第28話

「え?……え?ど、どういう……」

 

 泣き叫んでいた勇者。

 そんな彼は今、呆然と一体何が起こっているのかも理解出来ぬままに困惑していた。


「そのままの意味だよ。別に僕の父親も母親も君の滅ぼした国になんて行っていないよ。普通に存命中だ」


「そ、そうなのか……良かった」


 僕の言葉。 

 それを受けて勇者の中に安堵が広がっていく。




「だがしかし、君が悪逆非道の限りを尽くして惨殺し尽くしたのは事実だ」




 僕の言葉。

 それは勇者の心の中に染み込んでいく。


「さてはて、そんな君の後ろに居るのはアルビノだ。この世界に否を告げられた一人の罪なき少女だ」


「……ッ!」


 宗教に仕える勇者であれば知っているし、見たこともあるだろう。

 何の罪もなく、一人孤独に飢えて死に、尊厳も何もなく虫に死体を貪られるアルビノの末路を。

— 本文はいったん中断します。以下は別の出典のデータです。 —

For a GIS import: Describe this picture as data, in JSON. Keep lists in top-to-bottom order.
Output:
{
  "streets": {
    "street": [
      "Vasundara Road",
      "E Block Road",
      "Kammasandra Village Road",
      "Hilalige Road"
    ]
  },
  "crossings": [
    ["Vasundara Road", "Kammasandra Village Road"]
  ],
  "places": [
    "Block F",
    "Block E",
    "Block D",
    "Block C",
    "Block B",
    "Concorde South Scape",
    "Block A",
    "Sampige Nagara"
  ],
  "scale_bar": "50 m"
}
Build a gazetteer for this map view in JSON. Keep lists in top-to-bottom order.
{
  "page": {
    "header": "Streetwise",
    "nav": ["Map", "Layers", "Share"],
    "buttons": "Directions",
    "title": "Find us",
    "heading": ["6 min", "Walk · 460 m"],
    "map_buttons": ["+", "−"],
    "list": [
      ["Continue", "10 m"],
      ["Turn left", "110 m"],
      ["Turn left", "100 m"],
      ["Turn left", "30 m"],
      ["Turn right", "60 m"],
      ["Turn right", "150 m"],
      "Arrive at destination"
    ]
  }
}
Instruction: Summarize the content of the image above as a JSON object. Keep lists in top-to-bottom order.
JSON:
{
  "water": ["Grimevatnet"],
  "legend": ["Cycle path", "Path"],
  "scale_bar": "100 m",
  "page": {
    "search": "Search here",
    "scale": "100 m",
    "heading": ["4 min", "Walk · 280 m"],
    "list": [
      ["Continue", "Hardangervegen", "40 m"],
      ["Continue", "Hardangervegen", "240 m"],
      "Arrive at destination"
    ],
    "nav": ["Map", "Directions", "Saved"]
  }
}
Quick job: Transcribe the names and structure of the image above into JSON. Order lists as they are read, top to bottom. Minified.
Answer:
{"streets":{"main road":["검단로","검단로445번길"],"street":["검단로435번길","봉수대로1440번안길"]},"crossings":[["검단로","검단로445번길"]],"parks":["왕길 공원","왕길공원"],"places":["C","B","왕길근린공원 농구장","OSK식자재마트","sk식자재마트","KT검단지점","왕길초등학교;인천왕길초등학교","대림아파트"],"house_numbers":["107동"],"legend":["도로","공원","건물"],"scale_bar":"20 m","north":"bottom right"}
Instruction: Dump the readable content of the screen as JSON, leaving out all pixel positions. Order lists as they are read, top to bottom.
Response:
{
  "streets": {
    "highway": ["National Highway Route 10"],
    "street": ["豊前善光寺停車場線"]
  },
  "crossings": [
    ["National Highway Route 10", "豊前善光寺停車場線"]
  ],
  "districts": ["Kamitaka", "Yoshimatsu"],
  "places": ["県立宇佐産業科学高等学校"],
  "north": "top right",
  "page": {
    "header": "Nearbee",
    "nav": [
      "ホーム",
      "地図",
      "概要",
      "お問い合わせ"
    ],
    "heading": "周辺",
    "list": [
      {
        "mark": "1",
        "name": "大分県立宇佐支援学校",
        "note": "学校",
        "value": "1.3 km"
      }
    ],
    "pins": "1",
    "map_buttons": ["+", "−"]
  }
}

 罪の意識に溺れる今の勇者が何の罪もないアルビノを前にして何も思わないはずがないだろう。

 そもそも勇者はさほど熱心な信者ではない。

 アルビノに対する忌避感もさほど大きなものではないだろう。

 というか、日本で作られたゲームだ。

 信心深いから最も対極に位置していると言っても良いかもしれない日本で作られたゲームの主人公が信心深いはずがない。

 

「ふぇ?」


 勇者の視線がリーゼさんに固定される。


「もう分かるでしょう?君が今、何をするべきか。実は、そのアルビノの女の子が勇者様にお願いしたいことがあるようですよ?」


 免罪符。

 かつて、ローマ教皇がお金欲しさにバラまいた何の変哲もないただの紙。

 そんな紙でも付加価値を告げれば莫大な金銭を獲得出来る。

 

 人は罪から逃げることはできない。

 しかし、人は罪から目を背ける方法を何よりも必要とするのだ。どんな高貴な人間であっても。

 ありもしない勝手な被害妄想による罪の意識に人は踊らされ続けるのだ。

 罪の意識からは逃げる、もしくは忘れる……感じない方法しかない。

 受け入れるなんてあり得ないのだ。

 

「あ、あぁ!俺に出来ることであれば何でもやってみせよう!それが俺の贖罪だぁッ!」


 一度吐露してしまった慟哭の代償を勇者はこれから先、償っていくことになる。